Monday, July 4, 2011

Accurate genome-wide read depth calculation (how-to)

I'm currently working ferociously on revisions to a paper and need to calculate mean genome-wide read depth as a fine point in the paper. My first inclination was genomeCoverageBed from BEDtools. Trying it out on chromosome 22 first, I noted a huge number (>30%) of the bases had 0 coverage. Of course, this must be because genomeCoverageBed is including the massive centromere (chr22 is acrocentric--the entire p-arm is unmappable heterochromatin). I kind of already knew genomeCoverageBed wasn't meant for this purpose anyway, but I was hoping to stumble upon something.

I decided to Google "genomeCoverageBed centromere" and "genomeCoverageBed not include centromere" and came up with bunk (well, not quite bunk, I came across a blog post about genomeCoverageBed that happens to have been posted tomorrow... yes, tomorrow!).

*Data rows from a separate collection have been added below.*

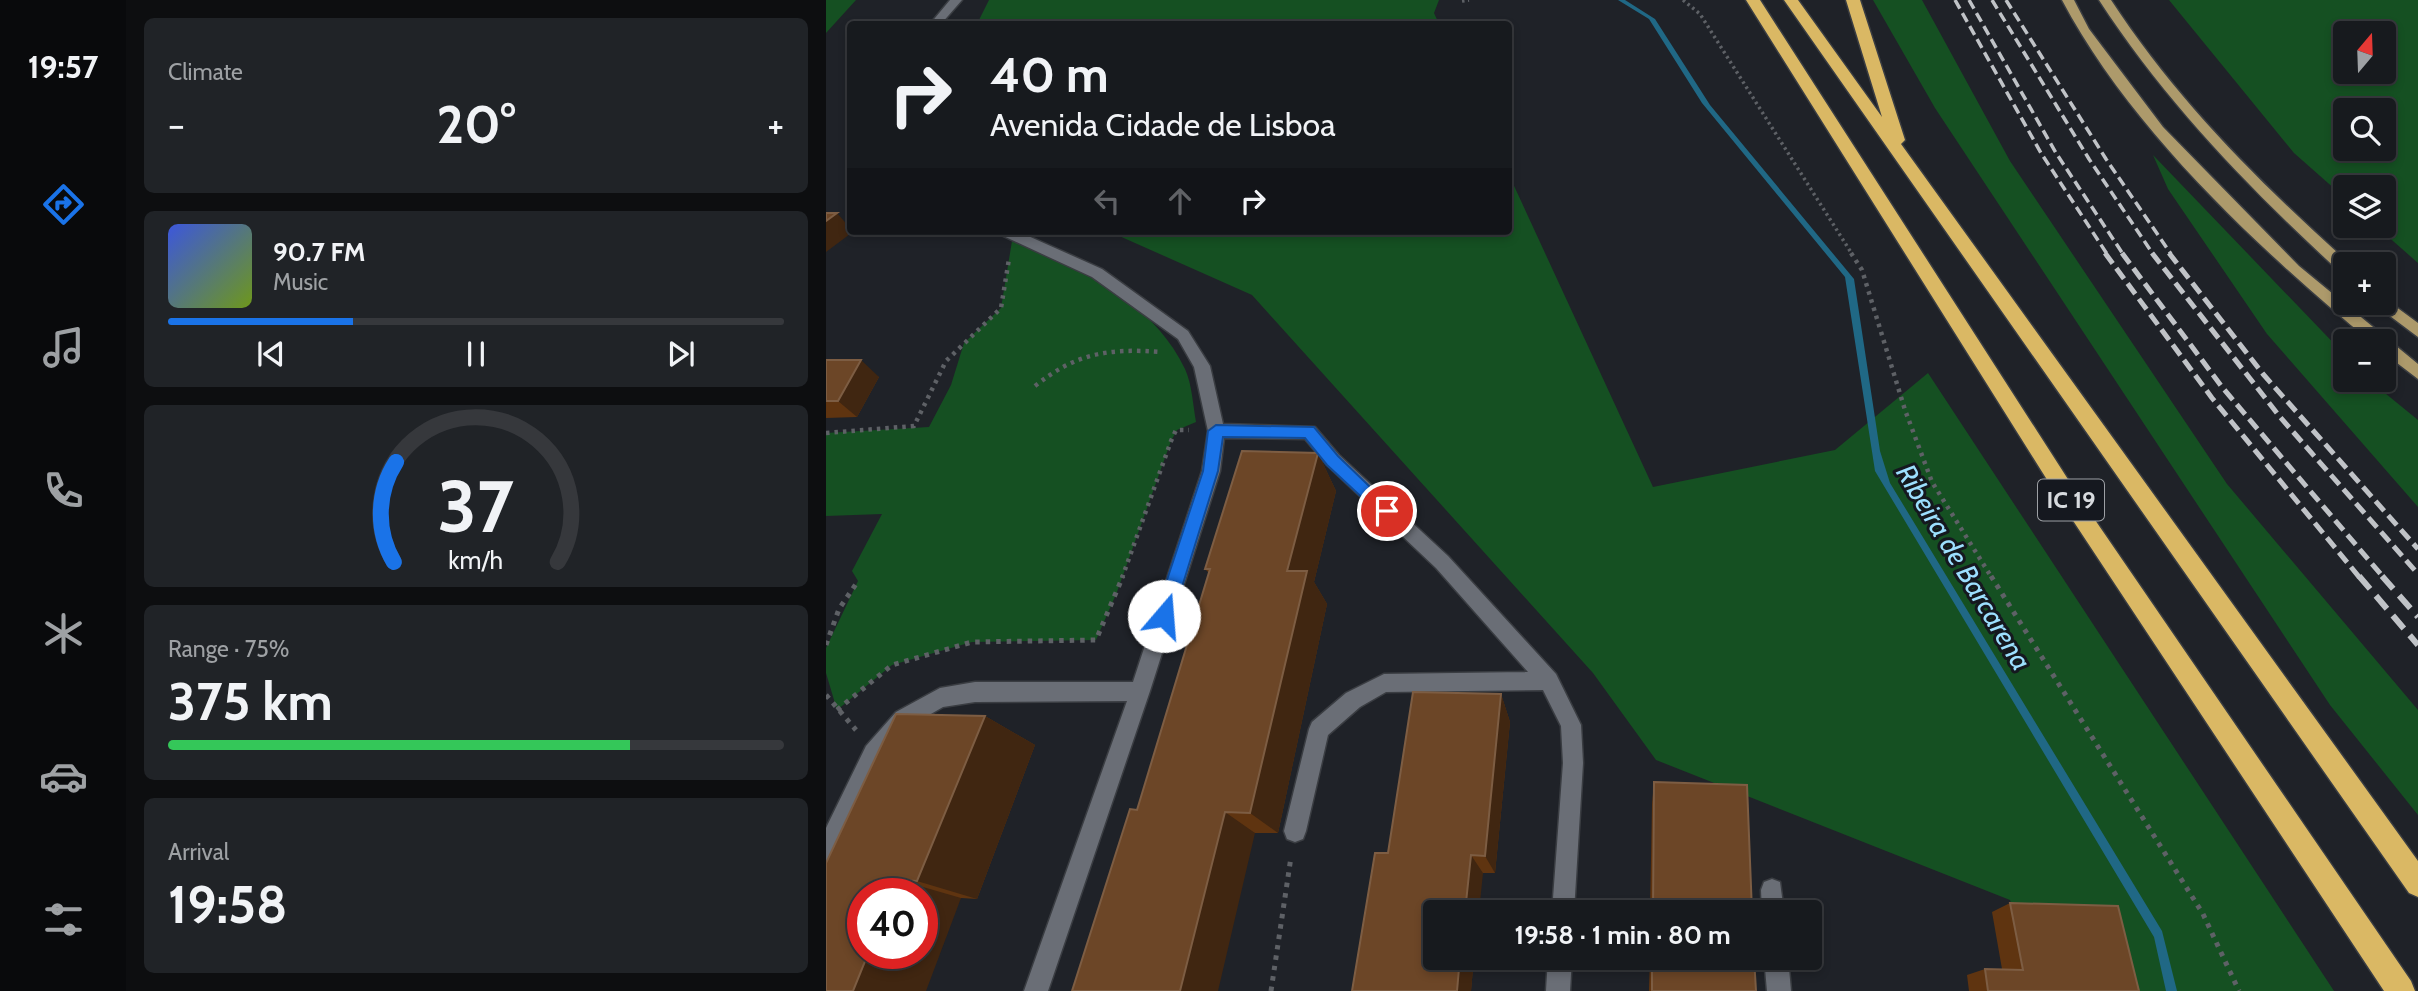 <!DOCTYPE html>
<html lang="en">
<head>
<meta charset="utf-8">
<style>
	:root { --surface:#171a1e; --page:#202327; --text:#f1f3f6; --muted:#9ea1a4; --line:#36383c; --accent:#1a73e8 }
	body { margin:0; font-family:Cabin,sans-serif; background:var(--page); color:var(--text); height:100vh; display:flex; flex-direction:column; font-size:26px; white-space:nowrap }
	* { box-sizing:border-box; margin:0 }
	p { font-size:23px; color:var(--muted) }
	.icon { flex:none; width:38px; height:38px; fill:none; stroke:currentColor; stroke-width:2; stroke-linecap:round; stroke-linejoin:round }
	.map { position:relative; flex:1; overflow:hidden }
	.panel { display:flex; flex-direction:column; gap:18px; padding:18px; background:#0d0e10; width:700px }
	.panel>* { flex:none }
	.hud { position:absolute; left:21px; top:21px; width:665px; height:214px; border-radius:7px; box-shadow:0 4px 10px #0003,0 0 0 2px var(--line); background:#171a1e; color:var(--text); overflow:hidden }
	.needle { width:46px; rotate:19deg }
	.tools { position:absolute; left:1507px; top:21px; display:grid; gap:14px }
	.tools a { display:grid; place-items:center; width:63px; height:63px; border-radius:7px; background:var(--surface); box-shadow:0 4px 10px #0003,0 0 0 2px var(--line); font-size:35px }
	.speed { position:absolute; left:21px; top:878px; display:flex; gap:14px; font-size:35px; font-weight:700; text-align:center }
	.speed>* { display:grid; place-content:center; width:91px; height:91px; border-radius:50%; background:var(--surface); box-shadow:0 4px 10px #0003,0 0 0 2px var(--line); line-height:1 }
	.speed .limit { border:10px solid #d22; background:#fff; color:#111 }
	.pin { position:absolute; display:grid; place-items:center; width:60px; height:60px; color:#fff; margin:-30px; border:4px solid #fff; border-radius:50%; box-shadow:0 2px 7px #0007 }
	.me { position:absolute; width:77px; margin:-38px; rotate:18deg; stroke-linejoin:round; filter:drop-shadow(0 0 5px #0008) }
	.turn { display:flex; align-items:center; gap:24px; height:147px; padding:0 28px; font-size:32px }
	.turn .icon { width:91px; height:91px; stroke-width:2.5 }
	.turn b { display:block; font-size:49px; line-height:60px }
	.lanes { display:flex; align-items:center; height:66px; padding:0 28px; background:#0003; justify-content:center; gap:35px; direction:ltr }
	.lanes .off { opacity:.35 }
	.big { font-size:52px; font-weight:800; line-height:1.1 }
	.panel .tile { flex:1; display:flex; flex-direction:column; justify-content:center; gap:10px; min-width:0; padding:0 24px; border-radius:10px; background:var(--page) }
	.panel .dial { align-items:center; gap:0 }
	.dial svg { height:182px; overflow:visible; fill:none; stroke:var(--line); stroke-width:7; stroke-linecap:round; text-anchor:middle }
	.dial text { fill:var(--text); stroke:none }
	.song { display:flex; align-items:center; gap:21px }
	.cover { width:84px; height:84px; border-radius:10px; background:linear-gradient(135deg,hsl(230 70% 55%),hsl(80 70% 35%)) }
	.played { height:7px; border-radius:4px; background:linear-gradient(90deg,var(--accent) 30%,var(--line) 30%) }
	.keys { display:flex; justify-content:space-around; direction:ltr }
	.heat { display:flex; justify-content:space-between; align-items:center; font-size:38px; direction:ltr }
	.charge { height:10px; border-radius:5px; background:linear-gradient(90deg,#34c759 75%,var(--line) 0) }
	.trip { position:absolute; left:597px; top:900px; width:399px; height:70px; border-radius:7px; background:var(--surface); box-shadow:0 4px 10px #0003,0 0 0 2px var(--line); font-weight:800; line-height:70px; text-align:center }
	main { display:flex; flex:1; min-height:0 }
	.menu { display:flex; flex-direction:column; width:126px; justify-content:space-around; align-items:center; background:#090a0c; color:var(--muted) }
	.menu .icon { width:49px; height:49px }
	.menu .active { color:var(--accent) }
	.menu b { font-size:32px; color:var(--text) }
	.map>svg:first-child { display:block }
	.green { fill:#155022; fill-rule:evenodd }
	.water { fill:#206885 }
	.lines { fill:none; stroke-linecap:round; stroke-linejoin:round }
	.minor-casing { stroke:#3a3d42; stroke-width:3 }
	.major-casing { stroke:#3a3d42; stroke-width:3 }
	.highway-casing { stroke:#3a3d42; stroke-width:3 }
	.path-far2 { stroke:#5e6166; stroke-width:3.5; stroke-dasharray:2.5 3.5; stroke-linecap:butt }
	.path-far1 { stroke:#5e6166; stroke-width:4.5; stroke-dasharray:3.5 5; stroke-linecap:butt }
	.path { stroke:#5e6166; stroke-width:5; stroke-dasharray:4.5 6; stroke-linecap:butt }
	.minor { fill:#6a6e76; fill-rule:evenodd }
	.major { fill:#ad9a6b; fill-rule:evenodd }
	.highway { fill:#dab864; fill-rule:evenodd }
	.rail-far2 { stroke:#c0c3c7; stroke-width:3.5; stroke-dasharray:10 5; stroke-linecap:butt }
	.rail-far1 { stroke:#c0c3c7; stroke-width:5; stroke-dasharray:13 6; stroke-linecap:butt }
	.rail { stroke:#c0c3c7; stroke-width:6; stroke-dasharray:17 9; stroke-linecap:butt }
	.wall { fill:#5f3410 }
	.shaded-wall { fill:#402611 }
	.building { fill:#6c4627; stroke:#7d5d43; stroke-width:2 }
	.route { fill:#1a73e8; stroke:#114b97; stroke-width:2 }
	.labels { text-anchor:middle; stroke-width:6; stroke-linejoin:round; paint-order:stroke }
	.shield { fill:#15181f; stroke:#9da0a5; stroke-width:2 }
	.shield-label { font-size:24px; font-weight:bold; fill:#d7dade }
	.water-label { font-size:28px; font-style:italic; fill:#9cdffe; stroke:#15181f }
</style>
</head>
<body>
<main>
<nav class="menu">
<b>19:57</b>
<svg class="icon active" aria-label="directions" viewBox="0 0 24 24"><path d="M12 3l9 9-9 9-9-9zM9 14v-3h6M13 9l2 2-2 2"/></svg>
<svg class="icon" aria-label="music" viewBox="0 0 24 24"><path d="M9 18V5l10-2v13"/><circle cx="6" cy="18" r="3"/><circle cx="16" cy="16" r="3"/></svg>
<svg class="icon" aria-label="phone" viewBox="0 0 24 24"><path d="M5 4h4l2 5-3 2q2 4 5 5l2-3 5 2v4C11 20 4 13 5 4z"/></svg>
<svg class="icon" aria-label="climate" viewBox="0 0 24 24"><path d="M12 3v18M4 7l16 10M4 17L20 7"/></svg>
<svg class="icon" aria-label="car" viewBox="0 0 24 24"><path d="M5 17H2v-5l4-1 3-4h7l3 4 3 1v5h-3M9 17h6M6 11h13"/><circle cx="7" cy="17" r="2"/><circle cx="17" cy="17" r="2"/></svg>
<svg class="icon" aria-label="filters" viewBox="0 0 24 24"><path d="M4 7h16M4 17h16"/><circle cx="9" cy="7" r="2"/><circle cx="15" cy="17" r="2"/></svg>
</nav>
<section class="panel">
<div class="tile"><p>Climate</p>
<div class="heat"><a>−</a><b class="big">20°</b><a>+</a></div>
</div>
<div class="tile">
<div class="song"><i class="cover"></i><div><b>90.7 FM</b><p>Music</p></div></div>
<div class="played"></div>
<div class="keys"><svg class="icon" aria-label="previous" viewBox="0 0 24 24"><path d="M18 5L8 12l10 7zM5 5v14"/></svg><svg class="icon" aria-label="pause" viewBox="0 0 24 24"><path d="M8 5v14M16 5v14"/></svg><svg class="icon" aria-label="next" viewBox="0 0 24 24"><path d="M6 5l10 7-10 7zM19 5v14"/></svg></div>
</div>
<div class="tile dial"><svg viewBox="0 0 100 80">
<path d="M14 69A42 42 0 1 1 86 69"/>
<path d="M14 69A42 42 0 0 1 15 25" stroke="#1a73e8"/>
<text x="50" y="56" font-size="32" font-weight="700">37</text>
<text x="50" y="72" font-size="11">km/h</text>
</svg></div>
<div class="tile"><p>Range · 75%</p><b class="big">375 km</b><div class="charge"></div></div>
<div class="tile"><p>Arrival</p><b class="big">19:58</b></div>
</section>
<div class="map">
<svg width="1592" height="991" viewBox="0 0 1592 991">
	<rect width="100%" height="100%" fill="#1f2228"/>
	<path class="green" d="M0,0H30L0,33Z
		M163,0H613L608,13L613,24H151Z
		M1047,0H1096L1184,161L1401,484L1592,710V815L1504,705L1109,108Z
		M1343,0H1592V263L1550,226H1558V187H1519V198L1468,153ZM1519,33H1558V72H1519ZM1519,110H1558V149H1519Z
		M1327,155L1519,355V380H1543L1592,420V507L1441,334L1342,189Z
		M683,175L827,487L1009,450L1102,373L1508,991H1217L1184,900L830,760L767,673L426,295L282,231H682Z
		M186,241C253,268 327,301 359,369C366,384 367,406 370,422L351,430L345,441L291,592L270,640L146,642L66,665L11,710L0,673V648L32,581L26,571L56,514L0,516V433L103,427L125,385L138,343L175,308Z"/>
	<path class="water" d="M792,0H799L829,19L884,105L1028,279L1054,451L1064,483L1336,931L1351,991H1340L1328,937L1049,471L1019,277L876,103L823,19Z"/>
	<g class="lines">
		<g class="minor-casing">
			<path id="minor" d="M124,0H136L115,24H104Z
				M171,231H191L276,269L362,331L384,366L397,424L489,427L513,455L622,556L730,674L755,725L757,763L748,912H726L737,763L735,726L717,690L560,692L534,707L502,735L480,831L477,839L469,842L461,839L458,831L483,729L486,722L520,693L558,674L702,672L610,568L501,465L479,439L398,438L394,471L324,691L222,991H198L301,701L149,702L117,707L84,726L54,760L8,860L0,863V828L40,746L70,712L114,688L149,682H307L376,471L382,431L368,367L352,339L266,277L173,234Z
				M946,879L954,882L958,912H936L935,890L938,882Z
				M722,957H746L744,991H720Z
				M938,957H962L965,991H941Z"/>
		</g>
		<g class="major-casing">
			<path id="major" d="M1236,0H1248L1263,29L1337,127L1473,266L1592,364V379L1558,353V341H1544C1433,249 1304,129 1236,0Z
				M1273,0H1285C1351,101 1435,184 1524,264H1519V273L1514,272C1424,189 1340,103 1273,0Z
				M1558,298L1592,323V337L1552,307L1550,303H1558Z"/>
		</g>
		<g class="highway-casing">
			<path id="highway" d="M920,0H934L1254,498L1585,981L1589,991H1558L1240,510Z
				M958,0H972L1056,117L1020,0H1034L1079,140L1075,144L1592,861V897L1583,893Z"/>
		</g>
		<path class="path-far2" d="M857,0L874,14L1026,254
			M636,1L643,0"/>
		<path class="path-far1" d="M1025,253L1036,270L1079,410L1106,482L1166,578
			M209,386C250,353 283,348 335,352
			M0,433L88,426L120,361L175,308L183,259
			M296,578L345,441L350,430H363"/>
		<path class="path" d="M1165,576L1377,914L1413,991
			M0,645L13,609L32,581
			M0,695L30,730
			M11,710L66,665L146,642L270,640L297,576
			M445,991L465,857"/>
		<use href="#minor" class="minor"/>
		<use href="#major" class="major"/>
		<use href="#highway" class="highway"/>
		<path class="rail-far2" d="M1129,0L1215,153L1281,254
			M1143,0L1230,153L1297,254
			M1166,0L1263,159L1327,254
			M1180,0L1280,159L1345,254"/>
		<path class="rail-far1" d="M1279,253L1386,398L1534,578
			M1296,253L1396,387L1558,578
			M1326,253L1454,417L1592,574
			M1343,253L1437,374L1592,549"/>
		<path class="rail" d="M1533,576L1592,645
			M1556,576L1592,617"/>
	</g>
	<path class="wall" d="M0,360L53,377L31,417L0,418Z
		M492,453L510,491L488,582L501,604L452,833H429L311,810L383,573L379,569Z
		M675,694L684,722L669,873H657L609,957H648L645,991H526L562,853Z
		M159,716L209,745L151,899L135,898L0,991Z
		M828,782L926,912H824L826,804Z
		M1184,903L1313,991H1143L1141,975L1159,969H1176L1166,912Z
		M824,957H928L930,991H823Z"/>
	<path class="shaded-wall" d="M11,213L24,228V231H28L0,252V221Z
		M35,360L53,377L31,417L12,401Z
		M492,453L510,491L488,582L501,604L452,833L424,813L461,571Z
		M675,694L684,722L669,873L659,856Z
		M159,716L209,745L151,899L91,881Z
		M399,812L429,833L392,991H354Z
		M645,855L657,873L653,912H639Z
		M73,880L135,898L100,991H27L42,954H96V894H67Z
		M634,957H648L645,991H631Z"/>
	<path class="building" d="M0,213H11L0,221Z
		M0,360H35L12,401H0Z
		M416,451L492,453L461,571H481L424,813L399,812L354,991H246L304,809L311,810L384,569H379Z
		M587,692L675,694L659,856L645,855L639,912H609V957H634L631,991H526L549,853H562Z
		M70,714L159,716L91,881L73,880L67,894H37V954H42L27,991H0V863Z
		M828,782L921,785L926,912H827Z
		M1184,903L1292,906L1313,991H1162L1159,969L1197,970Z
		M826,957H928L930,991H826Z"/>
	<path class="route" d="M390,425L488,427L512,456L569,511L567,516H556L501,465L479,438L397,437L392,471L347,616L344,621L338,624L332,621L329,616L377,471L382,431Z"/>
	<g class="labels">
		<rect class="shield" x="1212" y="479.5" width="66" height="41" rx="5"/>
		<g class="shield-label">
			<text x="1245" y="508">IC 19</text>
		</g>
		<g class="water-label">
			<text transform="translate(1138 567) rotate(59)" y="10">Ribeira de Barcarena</text>
		</g>
	</g>
</svg>
<div class="tools">
<a><svg class="needle" viewBox="-14 -14 28 28"><path d="M0-13l5 13h-10z" fill="#e53935"/><path d="M0 13l5-13h-10z" fill="#9ea1a4"/></svg></a>
<a><svg class="icon" aria-label="search" viewBox="0 0 24 24"><circle cx="10" cy="10" r="6"/><path d="M15 15l6 6"/></svg></a>
<a><svg class="icon" aria-label="layers" viewBox="0 0 24 24"><path d="M12 4l9 5-9 5-9-5zM3 14l9 5 9-5"/></svg></a>
<a>+</a>
<a>−</a>
</div>
<div class="speed"><div class="limit">40</div></div>
<div class="pin" style="left:561px;top:511px;background:#d93025"><svg class="icon" aria-label="arrive" viewBox="0 0 24 24"><path d="M6 21V4h12l-3 4 3 4H6"/></svg></div>
<svg class="me" style="left:338px;top:616px" viewBox="-20 -20 40 40"><circle r="19" fill="#fff"/><path d="M0-13L10 11 0 6-10 11z" fill="#1a73e8"/></svg>
<div class="trip">19:58 · 1 min · 80 m</div>
<div class="hud">
<div class="turn"><svg class="icon" aria-label="right" viewBox="0 0 24 24"><path d="M7 20v-9h11M14 6l5 5-5 5"/></svg><div><b>40 m</b>Avenida Cidade de Lisboa</div></div>
<div class="lanes"><svg class="icon off" aria-label="left" viewBox="0 0 24 24"><path d="M17 20v-9H6M10 6l-5 5 5 5"/></svg><svg class="icon off" aria-label="ahead" viewBox="0 0 24 24"><path d="M12 20V5M6 11l6-6 6 6"/></svg><svg class="icon" aria-label="right" viewBox="0 0 24 24"><path d="M7 20v-9h11M14 6l5 5-5 5"/></svg></div>
</div>
</div>
</main>
</body>
</html>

As I explained in a comment there, I find genomeCoverageBed's approach lacking in meaning. Is it fair to include unmappable regions in a calculation of coverage? That's what led me to asking myself if "genome-wide coverage" really has a meaningful use as a statistic. We all know you're going to have a ton of bases with 0 coverage in the centromere because they're unmappable, but that says nothing about how your sequencing performed or aligner worked. All it says is that those bases are missing from the reference assembly. And that confounds any other meaning you might get from the number, really.

Not to say that genomicCoverageBed is useless. To the contrary, it does exactly what it's supposed to: generates a histogram of genome-wide coverage. But I do not think it's overly useful beyond that histogram. A lot of people like to see the "mean coverage" or "mean read depth" statistic when you talk about a project, and you'd certainly be selling yourself short if you're generating that number with genomicCoverageBed.

I think the author of BEDtools (Hi Aaron if you ever read this!) would be the first to say, "do not use genomeCoverageBed for calculating mean read depth". But BEDtools can, fortunately, give us a very strong way of doing just that through intersectBed and coverageBed.

My solution is quite simple. I take the "gaps" track from UCSC (Tables->All Tracks->Gap) and create a BED file of all regions that are NOT in gaps. You can easily generate this file by obtaining the gap track from UCSC as a BED file and then using BEDtools subtractBed to subtract those regions from a whole genome BED file.

$ subtractBed -a hg19.bed -b ~/resources/hg19_gaps.bed > hg19.gapless.bed

Then, take your gap-less whole genome, run intersectBed with your input BAM file and pipe it to coverageBed again using the gap-less whole genome bed file as your -b. Make sure to use the -hist option in coverageBed.

$ intersectBed -abam in.bam -b hg19.gapless.bed | coverageBed -abam stdin -b hg19.gapless.bed -hist > coverageHist.bed

If you want to save yourself some trouble, you can pipe that to grep and grep out "all"--that's your  histogram of genomic coverage across the gap-less genome. Actually, you can calculate mean read depth across this gapless genome in one line without generating any output with some awk magic:

$ intersectBed -abam in.bam -b hg19.gapless.bed | coverageBed -abam stdin -b hg19.gapless.bed -hist | grep all | awk '{NUM+=$2*$3; DEN+=$3} END {print NUM/DEN}'

Not everything outside the gaps is mappable, but at least those bases are present in the reference genome.

Here's an example from a real WGS experiment restricted to chr22:

genomeCoverageBed mean read depth: 0.68
gap-less genome coverageBed mean read depth: 30.637

And yes, calculated by other means, average read depth was right around 30x. For the sake of accuracy, I call it "mean read depth of the reference genome assemby". Doesn't roll off the tongue, but that's what it is, and it means a lot more than "genomic read depth" or "genomic coverage", in my opinion.

(All of that said, genomeCoverageBed will run a lot faster than the way above, but the info it reports is different and really serves a different purpose.)